DX12 and Vulkan backends?

ADormant commented 8 years ago

I wonder if there is a chance for DX12 backend in PCSX2 it gives huge performance increase.

https://github.com/dolphin-emu/dolphin/pull/3364 https://forums.dolphin-emu.org/Thread-unofficial-dolphin-dx12-backend?page=5

jcdenton2k commented 8 years ago

That is impressive. Once Vulkan API matures a bit and provides devs with mature tools (instead of having to hand-code the assembly from scratch) then we can see a lot more widespread support for it.

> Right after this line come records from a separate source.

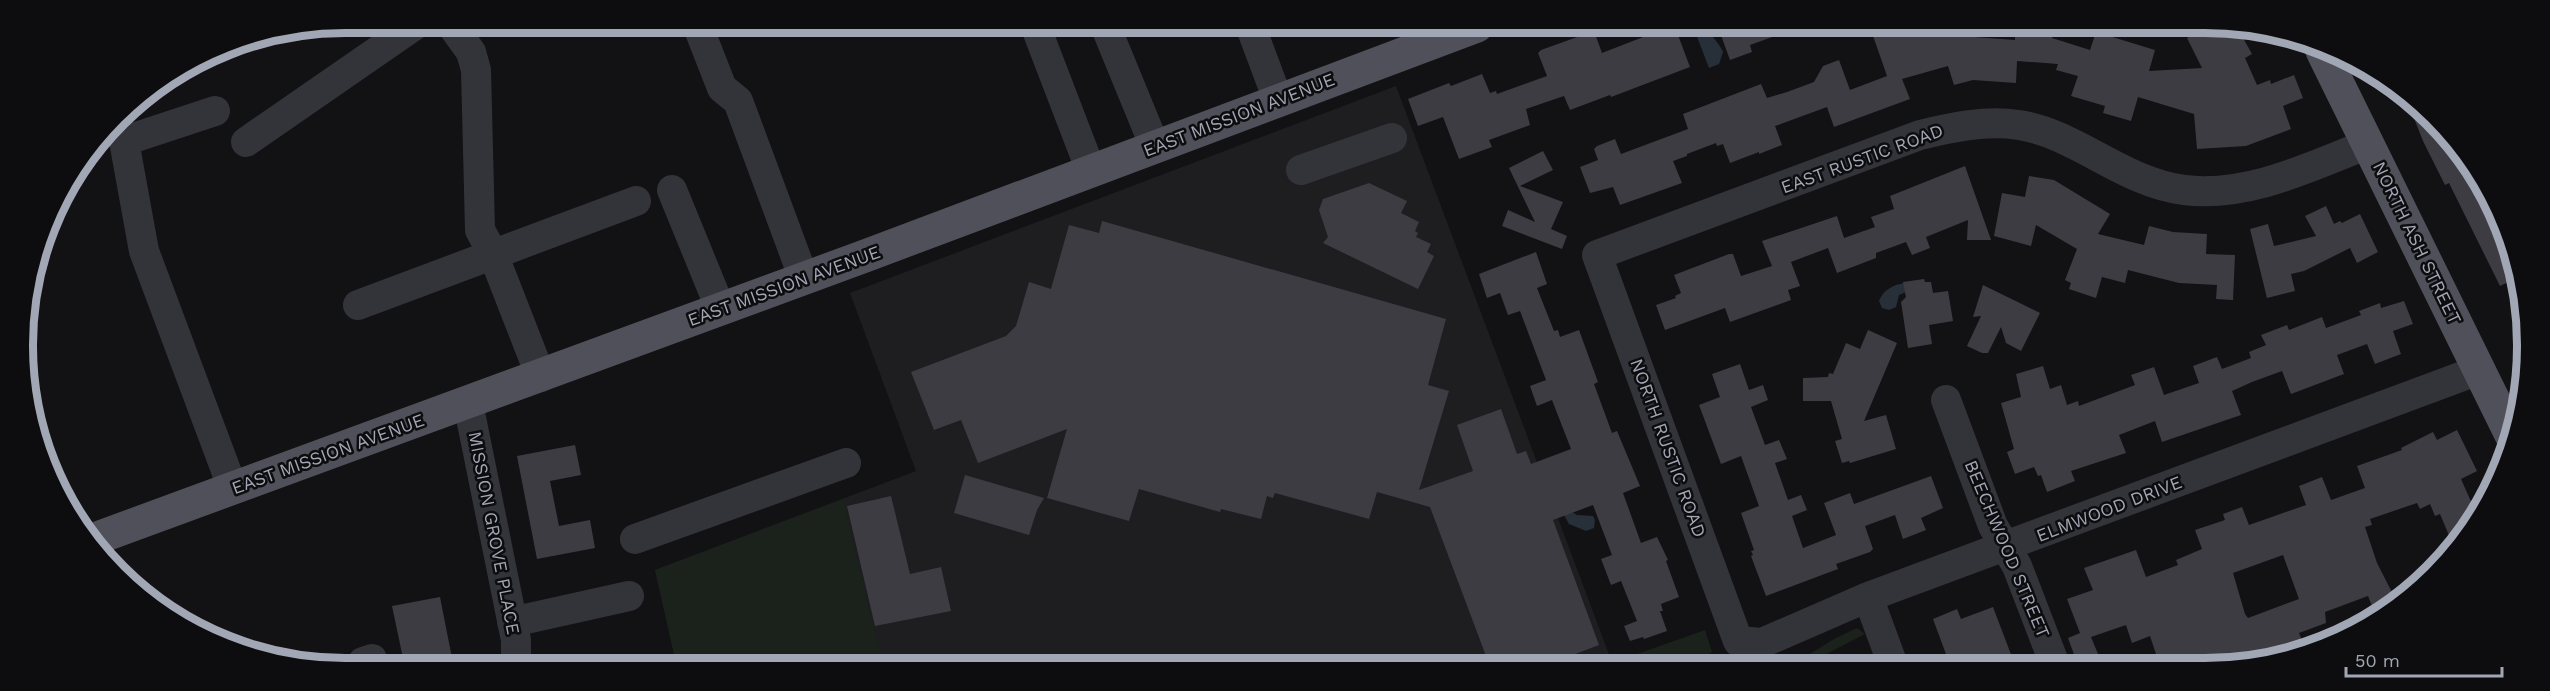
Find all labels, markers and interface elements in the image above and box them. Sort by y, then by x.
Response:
street label: EAST MISSION AVENUE [1140,68,1337,161]
street label: EAST RUSTIC ROAD [1778,119,1946,198]
street label: NORTH ASH STREET [2369,158,2466,328]
street label: EAST MISSION AVENUE [685,241,883,330]
street label: NORTH RUSTIC ROAD [1626,356,1711,540]
street label: EAST MISSION AVENUE [229,409,427,498]
street label: MISSION GROVE PLACE [464,430,524,636]
street label: BEECHWOOD STREET [1961,457,2054,641]
street label: ELMWOOD DRIVE [2033,471,2185,546]
scale bar [2346,640,2502,678]
text: 50 m [2355,650,2400,671]

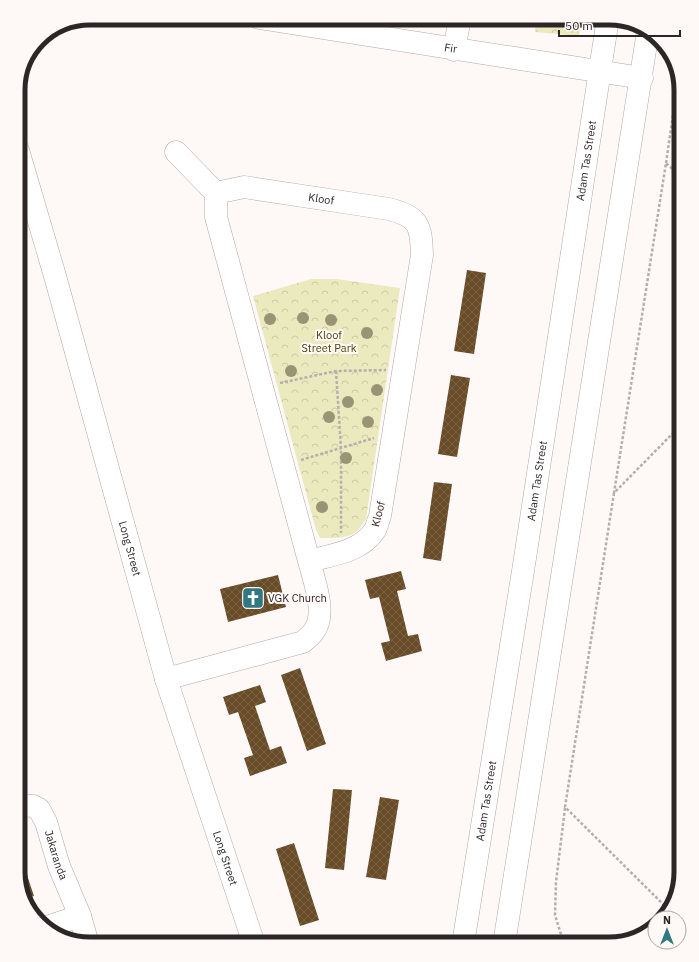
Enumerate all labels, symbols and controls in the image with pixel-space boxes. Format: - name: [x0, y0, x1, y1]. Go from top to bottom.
- scale bar: [559, 12, 680, 38]
- text: 50 m: [565, 18, 593, 33]
- street label: Fir: [443, 40, 458, 56]
- street label: Adam Tas Street: [573, 119, 599, 202]
- street label: Kloof: [307, 190, 335, 208]
- park label: Kloof Street Park: [301, 328, 357, 355]
- street label: Adam Tas Street: [524, 440, 550, 522]
- street label: Kloof: [368, 499, 388, 528]
- street label: Long Street: [116, 519, 144, 578]
- church icon: VGK Church: [240, 585, 266, 611]
- place label: VGK Church: [268, 591, 327, 605]
- street label: Adam Tas Street: [473, 760, 499, 842]
- street label: Jakaranda: [42, 828, 71, 882]
- street label: Long Street: [210, 829, 241, 887]
- north arrow: [647, 910, 687, 950]
- text: N: [663, 913, 671, 927]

mercuriete commented 7 years ago

How it is going? Vulkan drivers all of them are passing the conformance test so i think all are production ready. I am really looking forward this feature. You guys are awesome. Thanks for your work.

refractionpcsx2 commented 7 years ago

It was never about the stability of the new APIs, it was about effort to code it vs the gain, to which there is very little

TheLastRar commented 7 years ago

On an off-topic note, Mednafen, a PS1 emulator, has a Vulkan backend as of December 2016.

In-depth article here https://www.libretro.com/index.php/introducing-vulkan-psx-renderer-for-beetlemednafen-psx/

LazyBunny commented 7 years ago

refractionpcsx2, I'm not so sure about that on the minimal gain. For weaker systems like the Lattepanda, or even mobile devices, Vulkan has a major impact. Dolphin is evident enough. On the panda's limited DX12(11_1) support, gamecube and wii games gained at least 30% framerates by switching to DX12 over the other available options.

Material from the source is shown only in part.